In the next section, the focus shifted to the earth itself. In essence, the entire psalm constituted an extended merism, a figure of speech in which two opposites, in this case the heavens (vss. 1-6) and the earth (vss. 7-14), represented everything that exists in all creation.
OUTLINE
I. What the heavens should do: praise Yahweh. (1-4)
II. Why the heavens should praise Yahweh: because he created and set them in place. (5 & 6)
IDEA STATEMENT
The heavens should forever praise Yahweh because he created and sustains them.
APPLICATION
What’s in a name? In the case of Yahweh, whose name means “self-existent, eternal one,” quite a lot. “Praise the name of Yahweh” (vs. 5) occurs in other passages in the Psalter such as Psalm 30:4, 33:21, and 103:1. We know that Yahweh, himself, is worthy of our praise, but why should we specifically “praise his name?” In brief, God’s name reveals who he is. His name represents “all that fullness of divine power, holiness, wrath, and grace which he has revealed as his character” (The New Bible Dictionary, ed. J. D. Douglas, p. 863). When we praise the name of Yahweh we are praising him for all that he has revealed to us about his creating and sustaining the universe.
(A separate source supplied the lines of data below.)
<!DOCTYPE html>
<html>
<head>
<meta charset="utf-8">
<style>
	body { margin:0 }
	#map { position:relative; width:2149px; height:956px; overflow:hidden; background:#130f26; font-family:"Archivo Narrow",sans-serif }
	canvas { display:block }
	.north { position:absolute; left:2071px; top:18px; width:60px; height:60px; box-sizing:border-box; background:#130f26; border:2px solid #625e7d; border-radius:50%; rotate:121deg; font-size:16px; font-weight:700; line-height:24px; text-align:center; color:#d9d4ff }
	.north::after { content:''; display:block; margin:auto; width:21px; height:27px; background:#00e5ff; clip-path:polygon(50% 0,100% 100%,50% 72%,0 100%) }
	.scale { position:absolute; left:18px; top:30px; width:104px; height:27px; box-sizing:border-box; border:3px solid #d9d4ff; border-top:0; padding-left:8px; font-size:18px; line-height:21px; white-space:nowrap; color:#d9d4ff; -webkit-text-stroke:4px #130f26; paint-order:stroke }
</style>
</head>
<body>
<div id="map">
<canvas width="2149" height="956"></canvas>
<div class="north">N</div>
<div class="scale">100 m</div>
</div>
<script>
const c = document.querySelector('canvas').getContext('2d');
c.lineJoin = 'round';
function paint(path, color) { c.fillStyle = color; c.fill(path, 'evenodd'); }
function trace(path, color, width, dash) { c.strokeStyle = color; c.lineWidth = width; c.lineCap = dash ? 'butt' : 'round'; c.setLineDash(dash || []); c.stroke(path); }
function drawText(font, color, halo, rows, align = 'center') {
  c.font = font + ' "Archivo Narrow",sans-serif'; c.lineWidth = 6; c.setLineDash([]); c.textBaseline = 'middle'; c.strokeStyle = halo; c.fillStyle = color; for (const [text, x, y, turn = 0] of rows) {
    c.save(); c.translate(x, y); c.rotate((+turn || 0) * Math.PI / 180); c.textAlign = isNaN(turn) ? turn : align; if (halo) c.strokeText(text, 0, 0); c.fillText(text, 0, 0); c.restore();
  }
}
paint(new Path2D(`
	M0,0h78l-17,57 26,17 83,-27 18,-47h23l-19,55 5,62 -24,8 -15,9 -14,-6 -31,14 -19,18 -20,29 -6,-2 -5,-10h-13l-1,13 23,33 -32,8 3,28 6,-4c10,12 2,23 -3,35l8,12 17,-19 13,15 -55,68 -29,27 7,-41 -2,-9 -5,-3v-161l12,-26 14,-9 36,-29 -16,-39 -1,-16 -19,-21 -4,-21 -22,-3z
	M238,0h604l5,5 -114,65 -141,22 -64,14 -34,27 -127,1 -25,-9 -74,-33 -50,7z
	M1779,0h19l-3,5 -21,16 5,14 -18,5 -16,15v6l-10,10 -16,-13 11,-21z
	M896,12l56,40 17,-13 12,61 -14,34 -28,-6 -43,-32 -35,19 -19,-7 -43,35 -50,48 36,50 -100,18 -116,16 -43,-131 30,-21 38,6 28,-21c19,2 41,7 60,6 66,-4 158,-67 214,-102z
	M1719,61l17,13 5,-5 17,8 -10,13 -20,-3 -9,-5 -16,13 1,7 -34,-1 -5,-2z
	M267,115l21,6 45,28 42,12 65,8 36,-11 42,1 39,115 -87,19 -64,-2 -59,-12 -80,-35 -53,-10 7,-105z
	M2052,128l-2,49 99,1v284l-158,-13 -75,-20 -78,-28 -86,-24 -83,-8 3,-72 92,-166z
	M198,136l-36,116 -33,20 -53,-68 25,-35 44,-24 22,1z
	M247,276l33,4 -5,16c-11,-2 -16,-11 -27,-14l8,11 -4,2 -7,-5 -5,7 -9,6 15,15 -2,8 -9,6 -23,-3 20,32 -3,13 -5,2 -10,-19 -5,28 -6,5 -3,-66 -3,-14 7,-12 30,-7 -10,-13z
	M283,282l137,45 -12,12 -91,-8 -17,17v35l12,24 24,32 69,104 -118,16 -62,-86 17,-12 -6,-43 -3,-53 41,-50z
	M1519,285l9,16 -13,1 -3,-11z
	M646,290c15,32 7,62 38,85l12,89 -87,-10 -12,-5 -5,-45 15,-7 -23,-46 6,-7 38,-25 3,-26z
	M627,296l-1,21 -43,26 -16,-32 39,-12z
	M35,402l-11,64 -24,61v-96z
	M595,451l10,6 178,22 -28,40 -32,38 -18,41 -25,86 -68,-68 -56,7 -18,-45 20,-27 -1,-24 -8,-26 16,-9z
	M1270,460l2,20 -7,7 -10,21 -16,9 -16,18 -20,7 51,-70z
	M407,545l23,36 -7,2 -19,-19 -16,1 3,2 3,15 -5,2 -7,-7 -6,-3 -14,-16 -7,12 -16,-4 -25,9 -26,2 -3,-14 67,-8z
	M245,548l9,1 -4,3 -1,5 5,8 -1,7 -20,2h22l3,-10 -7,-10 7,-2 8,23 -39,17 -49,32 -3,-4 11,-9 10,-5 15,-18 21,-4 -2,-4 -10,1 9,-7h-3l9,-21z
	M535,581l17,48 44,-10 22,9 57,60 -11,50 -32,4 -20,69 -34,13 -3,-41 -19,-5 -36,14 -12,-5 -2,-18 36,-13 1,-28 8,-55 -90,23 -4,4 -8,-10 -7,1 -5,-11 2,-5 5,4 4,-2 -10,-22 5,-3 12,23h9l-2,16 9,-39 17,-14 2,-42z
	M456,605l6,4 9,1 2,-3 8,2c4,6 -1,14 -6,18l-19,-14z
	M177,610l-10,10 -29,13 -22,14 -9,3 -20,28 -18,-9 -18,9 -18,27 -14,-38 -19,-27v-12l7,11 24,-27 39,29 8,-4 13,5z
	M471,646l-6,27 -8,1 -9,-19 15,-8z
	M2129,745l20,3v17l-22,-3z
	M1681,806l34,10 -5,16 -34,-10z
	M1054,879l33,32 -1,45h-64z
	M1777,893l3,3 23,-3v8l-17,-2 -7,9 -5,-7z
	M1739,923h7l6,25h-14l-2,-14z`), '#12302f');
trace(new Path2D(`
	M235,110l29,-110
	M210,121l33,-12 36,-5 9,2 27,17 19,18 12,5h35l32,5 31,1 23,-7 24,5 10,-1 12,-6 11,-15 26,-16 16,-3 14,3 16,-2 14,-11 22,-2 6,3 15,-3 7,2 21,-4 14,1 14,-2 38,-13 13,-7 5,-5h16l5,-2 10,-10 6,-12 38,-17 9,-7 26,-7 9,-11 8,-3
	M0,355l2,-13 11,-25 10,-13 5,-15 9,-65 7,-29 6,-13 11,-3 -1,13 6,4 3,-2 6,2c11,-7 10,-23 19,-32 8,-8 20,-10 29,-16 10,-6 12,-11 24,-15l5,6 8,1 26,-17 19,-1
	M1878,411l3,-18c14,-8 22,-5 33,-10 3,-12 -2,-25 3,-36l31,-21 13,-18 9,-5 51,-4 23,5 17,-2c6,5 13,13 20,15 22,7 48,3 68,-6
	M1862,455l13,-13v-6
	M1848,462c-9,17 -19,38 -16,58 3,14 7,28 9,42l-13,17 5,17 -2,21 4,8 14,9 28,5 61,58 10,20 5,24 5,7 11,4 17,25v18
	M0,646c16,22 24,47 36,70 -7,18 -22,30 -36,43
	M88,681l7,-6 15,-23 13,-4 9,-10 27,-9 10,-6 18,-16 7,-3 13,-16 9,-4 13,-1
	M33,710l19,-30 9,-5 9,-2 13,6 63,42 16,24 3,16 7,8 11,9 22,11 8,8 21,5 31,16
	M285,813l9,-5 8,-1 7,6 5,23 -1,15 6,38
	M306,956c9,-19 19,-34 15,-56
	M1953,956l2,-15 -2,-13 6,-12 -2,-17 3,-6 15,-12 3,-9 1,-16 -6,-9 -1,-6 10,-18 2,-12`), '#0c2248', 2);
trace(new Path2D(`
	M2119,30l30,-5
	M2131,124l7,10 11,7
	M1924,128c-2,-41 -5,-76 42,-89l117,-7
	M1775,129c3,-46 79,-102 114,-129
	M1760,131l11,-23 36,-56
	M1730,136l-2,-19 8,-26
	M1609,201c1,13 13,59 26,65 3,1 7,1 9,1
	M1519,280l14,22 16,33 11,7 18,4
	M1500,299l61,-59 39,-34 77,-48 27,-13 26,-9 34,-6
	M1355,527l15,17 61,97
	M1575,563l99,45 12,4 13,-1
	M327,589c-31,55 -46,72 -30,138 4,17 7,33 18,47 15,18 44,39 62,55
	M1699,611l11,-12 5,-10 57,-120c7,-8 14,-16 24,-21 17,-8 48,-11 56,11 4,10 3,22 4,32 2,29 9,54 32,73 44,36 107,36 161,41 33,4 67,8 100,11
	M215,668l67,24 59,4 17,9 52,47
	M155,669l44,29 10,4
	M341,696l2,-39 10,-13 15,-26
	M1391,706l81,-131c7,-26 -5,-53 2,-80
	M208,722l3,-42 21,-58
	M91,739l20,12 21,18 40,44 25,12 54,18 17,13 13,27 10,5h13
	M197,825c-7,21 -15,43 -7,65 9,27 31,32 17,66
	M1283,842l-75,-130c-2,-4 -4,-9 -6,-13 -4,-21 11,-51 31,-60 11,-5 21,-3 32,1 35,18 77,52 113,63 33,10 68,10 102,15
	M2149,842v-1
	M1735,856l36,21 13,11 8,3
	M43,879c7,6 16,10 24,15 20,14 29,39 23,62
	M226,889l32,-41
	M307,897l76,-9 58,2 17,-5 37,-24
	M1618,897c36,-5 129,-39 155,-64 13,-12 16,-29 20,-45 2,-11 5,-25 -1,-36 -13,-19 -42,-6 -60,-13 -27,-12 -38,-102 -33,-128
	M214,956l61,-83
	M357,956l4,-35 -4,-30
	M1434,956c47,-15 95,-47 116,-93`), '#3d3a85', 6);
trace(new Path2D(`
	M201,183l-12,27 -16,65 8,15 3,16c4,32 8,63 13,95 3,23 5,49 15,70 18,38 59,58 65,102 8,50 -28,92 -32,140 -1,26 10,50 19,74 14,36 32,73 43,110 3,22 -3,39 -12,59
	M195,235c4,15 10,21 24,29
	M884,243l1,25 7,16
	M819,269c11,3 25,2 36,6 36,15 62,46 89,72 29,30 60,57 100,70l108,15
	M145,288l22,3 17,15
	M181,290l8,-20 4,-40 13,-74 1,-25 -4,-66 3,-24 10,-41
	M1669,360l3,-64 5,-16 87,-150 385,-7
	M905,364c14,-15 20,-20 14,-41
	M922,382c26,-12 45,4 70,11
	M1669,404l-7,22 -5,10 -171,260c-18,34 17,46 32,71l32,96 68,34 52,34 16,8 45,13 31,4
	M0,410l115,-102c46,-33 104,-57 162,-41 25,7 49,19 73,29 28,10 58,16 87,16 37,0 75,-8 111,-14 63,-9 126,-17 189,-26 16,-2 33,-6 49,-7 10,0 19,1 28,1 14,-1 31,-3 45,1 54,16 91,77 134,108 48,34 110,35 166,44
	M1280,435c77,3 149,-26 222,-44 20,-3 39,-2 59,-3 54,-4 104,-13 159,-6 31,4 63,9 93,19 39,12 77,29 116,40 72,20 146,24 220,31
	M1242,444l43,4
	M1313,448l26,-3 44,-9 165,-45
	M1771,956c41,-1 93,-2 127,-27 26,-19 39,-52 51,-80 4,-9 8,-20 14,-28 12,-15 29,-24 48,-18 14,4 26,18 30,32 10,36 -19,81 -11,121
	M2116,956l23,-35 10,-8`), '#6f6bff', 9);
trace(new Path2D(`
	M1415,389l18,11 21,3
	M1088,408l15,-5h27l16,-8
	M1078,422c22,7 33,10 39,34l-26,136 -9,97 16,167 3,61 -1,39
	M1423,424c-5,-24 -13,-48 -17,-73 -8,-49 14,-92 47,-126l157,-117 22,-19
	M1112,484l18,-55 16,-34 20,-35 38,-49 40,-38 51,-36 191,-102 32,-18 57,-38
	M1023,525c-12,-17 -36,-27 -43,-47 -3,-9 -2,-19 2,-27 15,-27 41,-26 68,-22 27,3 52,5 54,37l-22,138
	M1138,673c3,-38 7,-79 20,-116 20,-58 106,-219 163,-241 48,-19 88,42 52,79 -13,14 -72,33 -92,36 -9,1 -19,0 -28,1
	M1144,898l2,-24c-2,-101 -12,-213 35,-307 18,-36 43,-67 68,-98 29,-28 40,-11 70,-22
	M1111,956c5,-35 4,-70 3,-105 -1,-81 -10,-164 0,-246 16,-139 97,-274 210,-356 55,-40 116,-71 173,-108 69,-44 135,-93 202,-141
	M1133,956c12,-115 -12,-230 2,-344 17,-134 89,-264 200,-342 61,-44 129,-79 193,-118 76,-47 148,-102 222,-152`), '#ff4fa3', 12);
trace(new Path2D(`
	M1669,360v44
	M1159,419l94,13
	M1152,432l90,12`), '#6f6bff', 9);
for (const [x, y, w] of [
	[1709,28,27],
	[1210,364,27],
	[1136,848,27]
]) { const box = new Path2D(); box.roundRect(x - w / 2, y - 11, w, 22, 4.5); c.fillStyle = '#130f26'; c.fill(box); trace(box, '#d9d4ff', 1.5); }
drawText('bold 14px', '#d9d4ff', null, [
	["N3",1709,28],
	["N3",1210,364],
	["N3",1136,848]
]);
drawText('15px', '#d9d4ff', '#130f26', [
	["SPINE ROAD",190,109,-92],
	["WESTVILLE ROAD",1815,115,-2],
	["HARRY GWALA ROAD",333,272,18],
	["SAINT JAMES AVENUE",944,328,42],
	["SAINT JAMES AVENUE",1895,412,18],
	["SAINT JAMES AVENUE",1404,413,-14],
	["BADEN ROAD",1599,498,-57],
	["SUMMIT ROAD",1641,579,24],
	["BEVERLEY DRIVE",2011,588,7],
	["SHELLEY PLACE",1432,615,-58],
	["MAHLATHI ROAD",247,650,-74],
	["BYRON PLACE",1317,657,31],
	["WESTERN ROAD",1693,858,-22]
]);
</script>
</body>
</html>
In our earthbound existence, we can only begin to scratch the surface of what praising Yahweh’s name implies. God in his infinite wisdom and glorious majesty exists far beyond the capacity of our limited minds to understand. However, when we receive our new resurrection bodies and are transformed into the likeness of Christ, we will spend eternity probing the depths of what it means to praise the name of Yahweh. At that point, Paul’s great prayer will finally be fulfilled in us: “And I pray that you, being rooted and established in love, may have power, together with all the saints, to grasp how wide and long and high and deep is the love of Christ, and to know this love that surpasses knowledge – that you may be filled to the measure of all the fullness of God” (Eph. 3:17-19).